Task brief >>
Extract from the entries below, exactly as given, only the lines from the line containing "M439,813l108,1v46l-109,-1z" to the line containing "M22,740l91,-162 89,108", both lines included.

[Collected data entries]
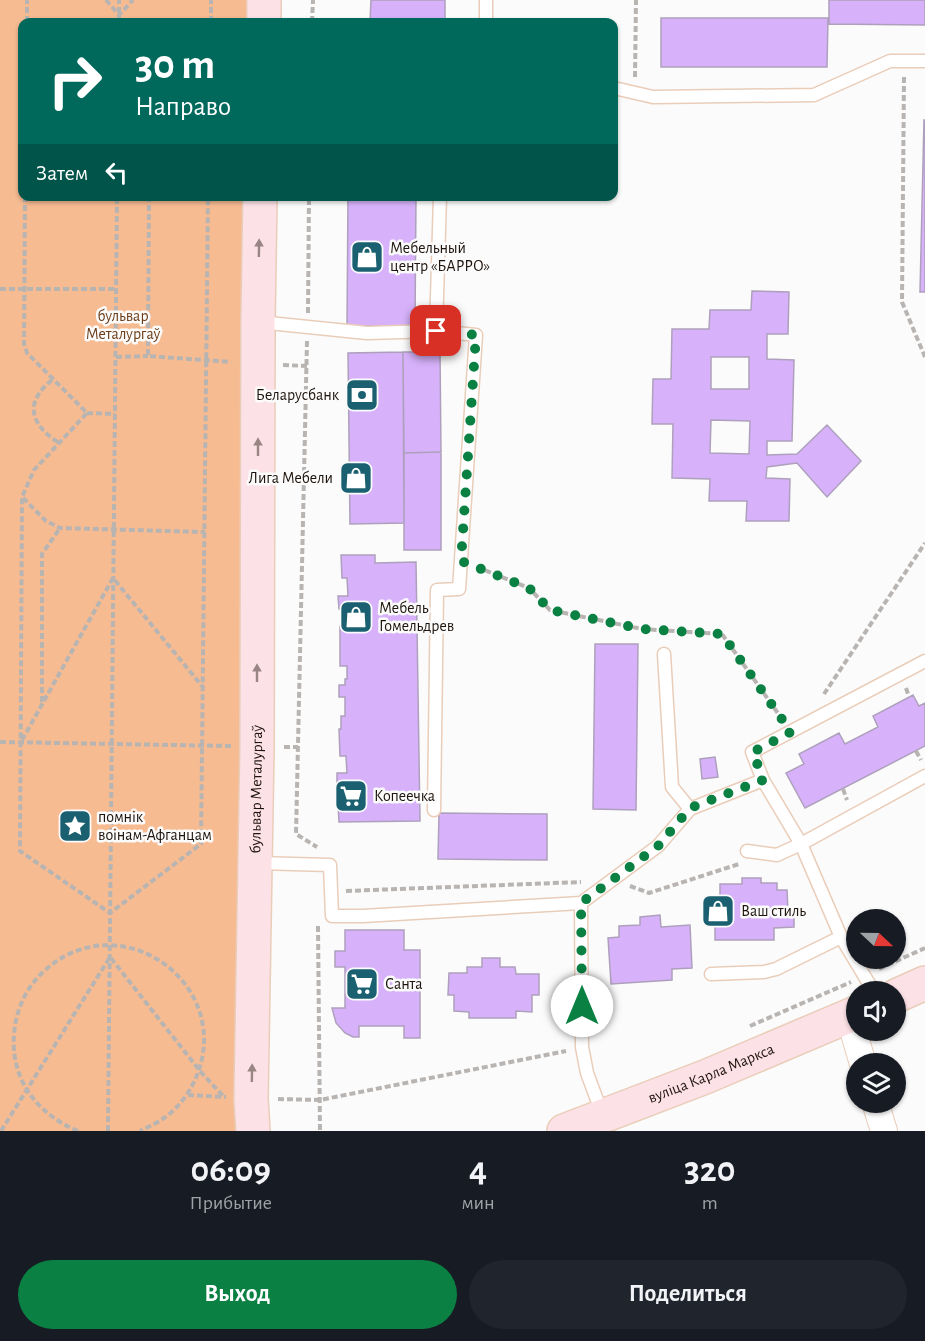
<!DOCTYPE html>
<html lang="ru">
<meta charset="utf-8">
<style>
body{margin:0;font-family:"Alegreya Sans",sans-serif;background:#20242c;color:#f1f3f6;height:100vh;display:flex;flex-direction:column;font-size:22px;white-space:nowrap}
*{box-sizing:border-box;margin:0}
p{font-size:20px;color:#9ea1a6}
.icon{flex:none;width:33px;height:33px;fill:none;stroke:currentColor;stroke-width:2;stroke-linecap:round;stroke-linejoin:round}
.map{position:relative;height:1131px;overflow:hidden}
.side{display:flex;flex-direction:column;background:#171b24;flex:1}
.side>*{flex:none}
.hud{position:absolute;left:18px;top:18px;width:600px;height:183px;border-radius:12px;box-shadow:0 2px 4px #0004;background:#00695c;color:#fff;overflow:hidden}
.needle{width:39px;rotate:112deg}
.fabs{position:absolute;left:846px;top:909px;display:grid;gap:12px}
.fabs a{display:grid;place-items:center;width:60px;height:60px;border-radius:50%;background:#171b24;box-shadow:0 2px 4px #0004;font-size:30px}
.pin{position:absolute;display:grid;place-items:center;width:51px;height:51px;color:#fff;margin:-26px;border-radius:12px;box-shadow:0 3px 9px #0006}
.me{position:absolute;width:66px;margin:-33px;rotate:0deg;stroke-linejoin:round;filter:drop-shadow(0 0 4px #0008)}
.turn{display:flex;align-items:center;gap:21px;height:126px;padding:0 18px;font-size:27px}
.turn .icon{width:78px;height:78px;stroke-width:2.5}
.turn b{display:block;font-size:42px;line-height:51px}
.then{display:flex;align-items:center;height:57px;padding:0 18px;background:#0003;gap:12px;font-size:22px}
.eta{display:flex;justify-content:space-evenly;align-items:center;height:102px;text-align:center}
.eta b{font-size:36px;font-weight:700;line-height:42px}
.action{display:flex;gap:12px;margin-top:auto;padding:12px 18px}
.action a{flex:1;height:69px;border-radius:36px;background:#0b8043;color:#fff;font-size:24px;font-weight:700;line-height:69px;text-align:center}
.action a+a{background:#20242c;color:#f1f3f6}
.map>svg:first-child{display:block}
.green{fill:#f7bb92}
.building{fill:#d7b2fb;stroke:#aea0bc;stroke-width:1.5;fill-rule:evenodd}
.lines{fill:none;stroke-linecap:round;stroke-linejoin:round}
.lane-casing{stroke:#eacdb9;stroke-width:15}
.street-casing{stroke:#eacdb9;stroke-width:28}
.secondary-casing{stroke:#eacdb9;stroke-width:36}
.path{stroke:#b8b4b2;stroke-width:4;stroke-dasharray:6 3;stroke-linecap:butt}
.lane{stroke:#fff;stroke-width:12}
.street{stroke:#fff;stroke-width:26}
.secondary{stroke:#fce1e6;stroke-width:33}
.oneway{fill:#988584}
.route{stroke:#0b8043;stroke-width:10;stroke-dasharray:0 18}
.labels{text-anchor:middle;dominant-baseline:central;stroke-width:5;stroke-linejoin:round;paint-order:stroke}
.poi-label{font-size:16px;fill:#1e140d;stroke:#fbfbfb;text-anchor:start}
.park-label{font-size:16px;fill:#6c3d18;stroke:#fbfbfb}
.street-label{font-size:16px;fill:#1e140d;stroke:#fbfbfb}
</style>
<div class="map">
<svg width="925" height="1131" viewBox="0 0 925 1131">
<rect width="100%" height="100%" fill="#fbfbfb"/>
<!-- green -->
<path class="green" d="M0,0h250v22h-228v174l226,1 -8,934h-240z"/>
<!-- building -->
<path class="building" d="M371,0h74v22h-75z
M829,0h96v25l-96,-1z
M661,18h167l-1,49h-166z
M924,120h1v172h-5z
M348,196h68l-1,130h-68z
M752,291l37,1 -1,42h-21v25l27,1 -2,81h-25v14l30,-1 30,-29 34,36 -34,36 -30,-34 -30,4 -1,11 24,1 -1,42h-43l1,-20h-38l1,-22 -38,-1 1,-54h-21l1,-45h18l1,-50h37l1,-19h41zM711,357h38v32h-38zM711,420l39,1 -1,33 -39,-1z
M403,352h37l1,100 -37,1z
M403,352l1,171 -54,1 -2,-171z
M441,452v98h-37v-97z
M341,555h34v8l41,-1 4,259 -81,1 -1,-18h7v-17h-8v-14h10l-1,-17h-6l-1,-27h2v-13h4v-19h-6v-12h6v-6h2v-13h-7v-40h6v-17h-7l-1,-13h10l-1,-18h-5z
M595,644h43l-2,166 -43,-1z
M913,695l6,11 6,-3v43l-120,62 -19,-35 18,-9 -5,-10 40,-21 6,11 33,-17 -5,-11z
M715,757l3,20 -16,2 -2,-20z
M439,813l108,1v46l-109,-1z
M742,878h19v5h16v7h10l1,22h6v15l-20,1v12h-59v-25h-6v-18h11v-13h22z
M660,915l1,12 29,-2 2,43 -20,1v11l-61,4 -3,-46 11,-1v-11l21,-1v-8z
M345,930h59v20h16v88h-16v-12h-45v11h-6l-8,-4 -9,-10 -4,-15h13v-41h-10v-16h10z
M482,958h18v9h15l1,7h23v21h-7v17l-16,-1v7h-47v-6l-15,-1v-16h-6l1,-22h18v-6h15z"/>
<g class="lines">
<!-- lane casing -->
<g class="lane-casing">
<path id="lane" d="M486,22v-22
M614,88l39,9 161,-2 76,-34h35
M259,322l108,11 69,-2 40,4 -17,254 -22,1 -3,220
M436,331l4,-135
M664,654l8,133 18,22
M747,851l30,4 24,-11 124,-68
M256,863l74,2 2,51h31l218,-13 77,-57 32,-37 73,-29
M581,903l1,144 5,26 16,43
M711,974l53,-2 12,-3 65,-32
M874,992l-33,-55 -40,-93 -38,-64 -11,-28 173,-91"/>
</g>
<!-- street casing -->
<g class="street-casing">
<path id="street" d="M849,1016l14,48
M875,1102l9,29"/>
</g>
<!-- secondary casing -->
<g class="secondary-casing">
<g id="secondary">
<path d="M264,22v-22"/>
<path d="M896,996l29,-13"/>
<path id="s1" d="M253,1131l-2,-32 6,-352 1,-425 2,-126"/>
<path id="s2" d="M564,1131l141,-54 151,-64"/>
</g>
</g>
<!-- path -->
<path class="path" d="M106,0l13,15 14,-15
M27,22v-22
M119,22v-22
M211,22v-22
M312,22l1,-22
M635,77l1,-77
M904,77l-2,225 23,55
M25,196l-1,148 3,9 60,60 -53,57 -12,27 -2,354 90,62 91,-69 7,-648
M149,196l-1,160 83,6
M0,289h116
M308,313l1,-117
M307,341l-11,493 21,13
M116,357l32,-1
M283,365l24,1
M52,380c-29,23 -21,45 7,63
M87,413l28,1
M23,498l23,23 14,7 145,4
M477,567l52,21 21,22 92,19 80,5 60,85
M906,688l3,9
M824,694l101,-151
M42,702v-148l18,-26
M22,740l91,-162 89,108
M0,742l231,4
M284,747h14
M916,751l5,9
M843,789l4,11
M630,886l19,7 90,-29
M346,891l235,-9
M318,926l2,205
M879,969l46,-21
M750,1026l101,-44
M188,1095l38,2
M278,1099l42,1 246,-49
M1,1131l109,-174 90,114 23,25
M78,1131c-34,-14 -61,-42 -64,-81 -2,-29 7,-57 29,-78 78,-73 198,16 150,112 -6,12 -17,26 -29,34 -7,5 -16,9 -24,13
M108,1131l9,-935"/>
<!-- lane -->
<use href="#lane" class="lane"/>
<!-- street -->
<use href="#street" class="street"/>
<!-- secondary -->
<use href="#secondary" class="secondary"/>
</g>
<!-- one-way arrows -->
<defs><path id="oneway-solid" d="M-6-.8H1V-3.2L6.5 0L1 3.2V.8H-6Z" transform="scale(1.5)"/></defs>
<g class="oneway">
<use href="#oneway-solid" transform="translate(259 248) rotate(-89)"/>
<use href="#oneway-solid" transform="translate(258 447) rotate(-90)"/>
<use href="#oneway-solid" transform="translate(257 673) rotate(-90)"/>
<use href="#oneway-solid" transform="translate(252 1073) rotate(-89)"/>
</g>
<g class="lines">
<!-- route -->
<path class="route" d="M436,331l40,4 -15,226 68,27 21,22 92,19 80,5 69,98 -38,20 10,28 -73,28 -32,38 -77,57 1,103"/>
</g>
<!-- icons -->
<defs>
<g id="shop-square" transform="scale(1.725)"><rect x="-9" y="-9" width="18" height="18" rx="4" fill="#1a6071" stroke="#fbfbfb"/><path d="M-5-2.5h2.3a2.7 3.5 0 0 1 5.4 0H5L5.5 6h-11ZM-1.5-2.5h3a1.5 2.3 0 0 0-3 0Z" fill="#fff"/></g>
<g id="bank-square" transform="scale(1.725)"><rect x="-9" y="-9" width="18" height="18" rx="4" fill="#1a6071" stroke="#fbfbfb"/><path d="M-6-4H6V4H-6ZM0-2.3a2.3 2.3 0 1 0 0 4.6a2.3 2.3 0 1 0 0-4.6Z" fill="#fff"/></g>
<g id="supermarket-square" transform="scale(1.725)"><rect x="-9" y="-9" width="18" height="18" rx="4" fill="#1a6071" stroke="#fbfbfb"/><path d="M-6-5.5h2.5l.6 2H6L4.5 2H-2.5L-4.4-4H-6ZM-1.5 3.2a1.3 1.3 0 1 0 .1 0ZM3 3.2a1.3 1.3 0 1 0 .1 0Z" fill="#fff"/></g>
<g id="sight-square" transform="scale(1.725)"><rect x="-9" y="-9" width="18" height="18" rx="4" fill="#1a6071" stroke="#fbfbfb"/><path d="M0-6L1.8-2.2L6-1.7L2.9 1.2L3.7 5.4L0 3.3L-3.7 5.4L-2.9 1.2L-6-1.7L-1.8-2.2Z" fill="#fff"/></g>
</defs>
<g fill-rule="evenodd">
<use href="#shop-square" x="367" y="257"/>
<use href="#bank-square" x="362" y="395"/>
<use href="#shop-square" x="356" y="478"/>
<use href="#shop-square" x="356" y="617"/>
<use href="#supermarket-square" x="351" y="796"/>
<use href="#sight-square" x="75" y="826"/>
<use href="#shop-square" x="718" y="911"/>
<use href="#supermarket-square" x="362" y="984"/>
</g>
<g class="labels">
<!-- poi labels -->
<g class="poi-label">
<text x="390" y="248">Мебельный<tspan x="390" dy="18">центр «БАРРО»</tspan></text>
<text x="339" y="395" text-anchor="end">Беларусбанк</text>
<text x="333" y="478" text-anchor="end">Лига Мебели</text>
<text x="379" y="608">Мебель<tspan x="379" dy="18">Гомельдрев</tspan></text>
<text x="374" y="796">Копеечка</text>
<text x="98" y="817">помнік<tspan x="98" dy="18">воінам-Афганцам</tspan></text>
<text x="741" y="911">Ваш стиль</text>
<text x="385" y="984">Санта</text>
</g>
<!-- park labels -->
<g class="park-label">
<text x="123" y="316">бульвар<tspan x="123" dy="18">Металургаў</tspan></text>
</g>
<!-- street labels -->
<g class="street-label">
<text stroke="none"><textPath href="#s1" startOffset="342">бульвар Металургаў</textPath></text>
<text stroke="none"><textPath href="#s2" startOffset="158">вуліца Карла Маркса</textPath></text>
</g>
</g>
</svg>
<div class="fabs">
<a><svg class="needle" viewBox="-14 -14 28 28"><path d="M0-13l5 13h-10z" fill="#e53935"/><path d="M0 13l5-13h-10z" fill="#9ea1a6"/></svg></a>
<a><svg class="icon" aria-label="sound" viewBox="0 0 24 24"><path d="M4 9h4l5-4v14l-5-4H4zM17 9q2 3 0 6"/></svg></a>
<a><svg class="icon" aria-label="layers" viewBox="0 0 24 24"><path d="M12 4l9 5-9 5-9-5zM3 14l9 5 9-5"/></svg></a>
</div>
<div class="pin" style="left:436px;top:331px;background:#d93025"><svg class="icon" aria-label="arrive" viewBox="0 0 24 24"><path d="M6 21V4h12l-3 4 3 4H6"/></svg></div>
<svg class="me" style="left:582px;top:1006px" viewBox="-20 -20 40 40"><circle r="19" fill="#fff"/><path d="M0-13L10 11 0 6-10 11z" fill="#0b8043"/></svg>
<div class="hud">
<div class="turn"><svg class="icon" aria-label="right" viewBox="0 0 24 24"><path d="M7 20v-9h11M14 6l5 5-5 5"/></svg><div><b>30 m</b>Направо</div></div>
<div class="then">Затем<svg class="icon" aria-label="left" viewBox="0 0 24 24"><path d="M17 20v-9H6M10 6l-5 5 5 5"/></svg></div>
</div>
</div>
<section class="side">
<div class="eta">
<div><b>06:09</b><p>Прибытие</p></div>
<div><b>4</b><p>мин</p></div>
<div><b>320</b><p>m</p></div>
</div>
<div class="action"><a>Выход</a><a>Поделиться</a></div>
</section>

--

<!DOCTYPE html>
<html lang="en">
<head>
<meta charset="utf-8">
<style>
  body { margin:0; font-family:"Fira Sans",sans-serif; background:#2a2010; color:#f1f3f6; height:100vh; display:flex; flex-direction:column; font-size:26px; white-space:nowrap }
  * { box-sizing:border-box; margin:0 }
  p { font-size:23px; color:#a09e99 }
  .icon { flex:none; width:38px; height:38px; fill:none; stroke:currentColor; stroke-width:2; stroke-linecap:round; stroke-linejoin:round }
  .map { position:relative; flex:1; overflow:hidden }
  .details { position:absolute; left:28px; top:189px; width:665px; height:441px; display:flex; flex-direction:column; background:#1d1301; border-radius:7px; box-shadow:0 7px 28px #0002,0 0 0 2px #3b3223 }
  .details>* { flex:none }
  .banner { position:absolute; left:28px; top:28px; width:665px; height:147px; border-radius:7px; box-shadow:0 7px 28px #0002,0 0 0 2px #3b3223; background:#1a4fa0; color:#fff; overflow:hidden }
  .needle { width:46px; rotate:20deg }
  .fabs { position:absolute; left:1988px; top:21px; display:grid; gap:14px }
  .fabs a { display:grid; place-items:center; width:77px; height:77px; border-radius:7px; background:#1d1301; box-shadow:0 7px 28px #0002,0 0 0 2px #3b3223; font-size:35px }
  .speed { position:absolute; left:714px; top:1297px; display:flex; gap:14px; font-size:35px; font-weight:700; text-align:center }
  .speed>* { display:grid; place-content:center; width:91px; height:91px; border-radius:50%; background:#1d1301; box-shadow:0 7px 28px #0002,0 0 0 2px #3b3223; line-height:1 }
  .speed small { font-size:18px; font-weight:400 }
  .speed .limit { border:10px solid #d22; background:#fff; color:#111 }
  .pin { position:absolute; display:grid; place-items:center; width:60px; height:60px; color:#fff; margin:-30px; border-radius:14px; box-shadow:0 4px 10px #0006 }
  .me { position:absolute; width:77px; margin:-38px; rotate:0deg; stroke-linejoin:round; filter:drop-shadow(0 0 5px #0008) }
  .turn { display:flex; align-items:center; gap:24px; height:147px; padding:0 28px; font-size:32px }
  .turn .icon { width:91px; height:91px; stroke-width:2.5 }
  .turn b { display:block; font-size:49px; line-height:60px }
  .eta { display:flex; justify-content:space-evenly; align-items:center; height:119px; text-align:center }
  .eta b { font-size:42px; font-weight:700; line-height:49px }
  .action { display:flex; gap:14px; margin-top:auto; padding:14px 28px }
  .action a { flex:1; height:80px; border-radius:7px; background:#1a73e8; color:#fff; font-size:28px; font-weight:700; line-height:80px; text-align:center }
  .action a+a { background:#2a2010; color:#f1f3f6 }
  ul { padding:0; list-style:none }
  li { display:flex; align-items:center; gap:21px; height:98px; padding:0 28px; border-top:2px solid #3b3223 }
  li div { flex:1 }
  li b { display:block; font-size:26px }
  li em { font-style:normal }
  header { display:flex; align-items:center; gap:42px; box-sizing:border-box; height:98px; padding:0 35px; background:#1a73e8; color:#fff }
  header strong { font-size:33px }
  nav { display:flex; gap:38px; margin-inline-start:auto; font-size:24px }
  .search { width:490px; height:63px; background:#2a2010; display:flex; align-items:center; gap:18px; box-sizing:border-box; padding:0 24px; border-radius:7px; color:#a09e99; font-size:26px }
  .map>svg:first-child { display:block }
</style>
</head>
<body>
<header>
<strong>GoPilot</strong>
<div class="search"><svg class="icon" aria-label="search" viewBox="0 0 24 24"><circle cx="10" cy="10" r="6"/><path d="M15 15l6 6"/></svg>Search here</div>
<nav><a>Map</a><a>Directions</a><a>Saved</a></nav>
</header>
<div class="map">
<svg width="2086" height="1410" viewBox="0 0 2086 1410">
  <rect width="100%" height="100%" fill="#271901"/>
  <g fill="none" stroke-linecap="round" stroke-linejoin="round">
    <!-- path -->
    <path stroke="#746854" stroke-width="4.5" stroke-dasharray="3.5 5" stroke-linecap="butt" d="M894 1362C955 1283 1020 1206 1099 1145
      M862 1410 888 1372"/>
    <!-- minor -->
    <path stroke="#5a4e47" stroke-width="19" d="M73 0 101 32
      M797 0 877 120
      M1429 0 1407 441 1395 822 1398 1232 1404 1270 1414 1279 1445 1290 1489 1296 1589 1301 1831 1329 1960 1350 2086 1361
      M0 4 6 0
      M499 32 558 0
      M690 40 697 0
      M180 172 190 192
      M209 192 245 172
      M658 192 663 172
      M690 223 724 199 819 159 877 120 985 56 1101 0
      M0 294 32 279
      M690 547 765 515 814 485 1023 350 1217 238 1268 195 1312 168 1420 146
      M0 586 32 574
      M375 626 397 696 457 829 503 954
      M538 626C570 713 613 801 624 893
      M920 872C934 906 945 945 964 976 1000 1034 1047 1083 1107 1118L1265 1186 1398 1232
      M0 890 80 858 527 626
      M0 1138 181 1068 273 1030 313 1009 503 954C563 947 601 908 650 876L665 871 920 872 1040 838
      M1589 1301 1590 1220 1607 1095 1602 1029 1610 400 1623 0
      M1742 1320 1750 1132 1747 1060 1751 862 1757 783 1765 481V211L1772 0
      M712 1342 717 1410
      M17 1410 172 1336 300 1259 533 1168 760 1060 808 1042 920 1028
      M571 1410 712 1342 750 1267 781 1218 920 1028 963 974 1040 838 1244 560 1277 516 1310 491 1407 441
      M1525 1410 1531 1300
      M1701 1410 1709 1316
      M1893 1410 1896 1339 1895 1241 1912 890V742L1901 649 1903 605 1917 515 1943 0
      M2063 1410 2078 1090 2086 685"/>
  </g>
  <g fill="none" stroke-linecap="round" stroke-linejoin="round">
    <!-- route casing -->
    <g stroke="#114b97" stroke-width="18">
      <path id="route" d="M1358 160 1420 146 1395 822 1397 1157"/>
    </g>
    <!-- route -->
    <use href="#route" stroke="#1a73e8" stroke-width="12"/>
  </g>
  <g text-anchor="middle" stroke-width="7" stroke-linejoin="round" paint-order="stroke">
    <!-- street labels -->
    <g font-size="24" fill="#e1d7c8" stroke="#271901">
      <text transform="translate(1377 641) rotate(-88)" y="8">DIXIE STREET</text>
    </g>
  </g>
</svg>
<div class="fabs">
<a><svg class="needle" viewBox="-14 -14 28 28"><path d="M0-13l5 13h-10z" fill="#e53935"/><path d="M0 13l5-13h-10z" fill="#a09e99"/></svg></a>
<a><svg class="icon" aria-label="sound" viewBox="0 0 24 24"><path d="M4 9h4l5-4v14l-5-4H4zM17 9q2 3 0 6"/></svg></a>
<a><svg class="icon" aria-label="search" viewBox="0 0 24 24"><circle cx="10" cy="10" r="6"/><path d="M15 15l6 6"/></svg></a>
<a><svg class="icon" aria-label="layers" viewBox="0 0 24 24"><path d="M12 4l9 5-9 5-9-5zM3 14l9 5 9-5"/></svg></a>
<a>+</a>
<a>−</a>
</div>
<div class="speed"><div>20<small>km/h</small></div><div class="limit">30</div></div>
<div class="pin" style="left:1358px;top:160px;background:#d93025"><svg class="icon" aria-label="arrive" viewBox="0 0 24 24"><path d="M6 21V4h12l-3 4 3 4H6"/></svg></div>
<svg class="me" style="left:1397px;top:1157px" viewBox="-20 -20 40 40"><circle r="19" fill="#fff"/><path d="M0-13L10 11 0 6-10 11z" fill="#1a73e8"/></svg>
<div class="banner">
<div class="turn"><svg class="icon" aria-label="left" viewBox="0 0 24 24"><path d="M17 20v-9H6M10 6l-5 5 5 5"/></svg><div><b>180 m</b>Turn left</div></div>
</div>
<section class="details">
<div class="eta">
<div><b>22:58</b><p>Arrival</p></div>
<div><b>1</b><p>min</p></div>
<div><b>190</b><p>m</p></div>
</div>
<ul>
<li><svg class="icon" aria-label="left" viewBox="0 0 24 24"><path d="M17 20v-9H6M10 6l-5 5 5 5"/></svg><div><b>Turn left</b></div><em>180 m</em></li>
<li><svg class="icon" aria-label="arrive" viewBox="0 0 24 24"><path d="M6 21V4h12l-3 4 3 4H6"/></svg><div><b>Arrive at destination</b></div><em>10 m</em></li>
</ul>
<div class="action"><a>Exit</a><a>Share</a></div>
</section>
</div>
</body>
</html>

Output of the task >>
M439,813l108,1v46l-109,-1z
M742,878h19v5h16v7h10l1,22h6v15l-20,1v12h-59v-25h-6v-18h11v-13h22z
M660,915l1,12 29,-2 2,43 -20,1v11l-61,4 -3,-46 11,-1v-11l21,-1v-8z
M345,930h59v20h16v88h-16v-12h-45v11h-6l-8,-4 -9,-10 -4,-15h13v-41h-10v-16h10z
M482,958h18v9h15l1,7h23v21h-7v17l-16,-1v7h-47v-6l-15,-1v-16h-6l1,-22h18v-6h15z"/>
<g class="lines">
<!-- lane casing -->
<g class="lane-casing">
<path id="lane" d="M486,22v-22
M614,88l39,9 161,-2 76,-34h35
M259,322l108,11 69,-2 40,4 -17,254 -22,1 -3,220
M436,331l4,-135
M664,654l8,133 18,22
M747,851l30,4 24,-11 124,-68
M256,863l74,2 2,51h31l218,-13 77,-57 32,-37 73,-29
M581,903l1,144 5,26 16,43
M711,974l53,-2 12,-3 65,-32
M874,992l-33,-55 -40,-93 -38,-64 -11,-28 173,-91"/>
</g>
<!-- street casing -->
<g class="street-casing">
<path id="street" d="M849,1016l14,48
M875,1102l9,29"/>
</g>
<!-- secondary casing -->
<g class="secondary-casing">
<g id="secondary">
<path d="M264,22v-22"/>
<path d="M896,996l29,-13"/>
<path id="s1" d="M253,1131l-2,-32 6,-352 1,-425 2,-126"/>
<path id="s2" d="M564,1131l141,-54 151,-64"/>
</g>
</g>
<!-- path -->
<path class="path" d="M106,0l13,15 14,-15
M27,22v-22
M119,22v-22
M211,22v-22
M312,22l1,-22
M635,77l1,-77
M904,77l-2,225 23,55
M25,196l-1,148 3,9 60,60 -53,57 -12,27 -2,354 90,62 91,-69 7,-648
M149,196l-1,160 83,6
M0,289h116
M308,313l1,-117
M307,341l-11,493 21,13
M116,357l32,-1
M283,365l24,1
M52,380c-29,23 -21,45 7,63
M87,413l28,1
M23,498l23,23 14,7 145,4
M477,567l52,21 21,22 92,19 80,5 60,85
M906,688l3,9
M824,694l101,-151
M42,702v-148l18,-26
M22,740l91,-162 89,108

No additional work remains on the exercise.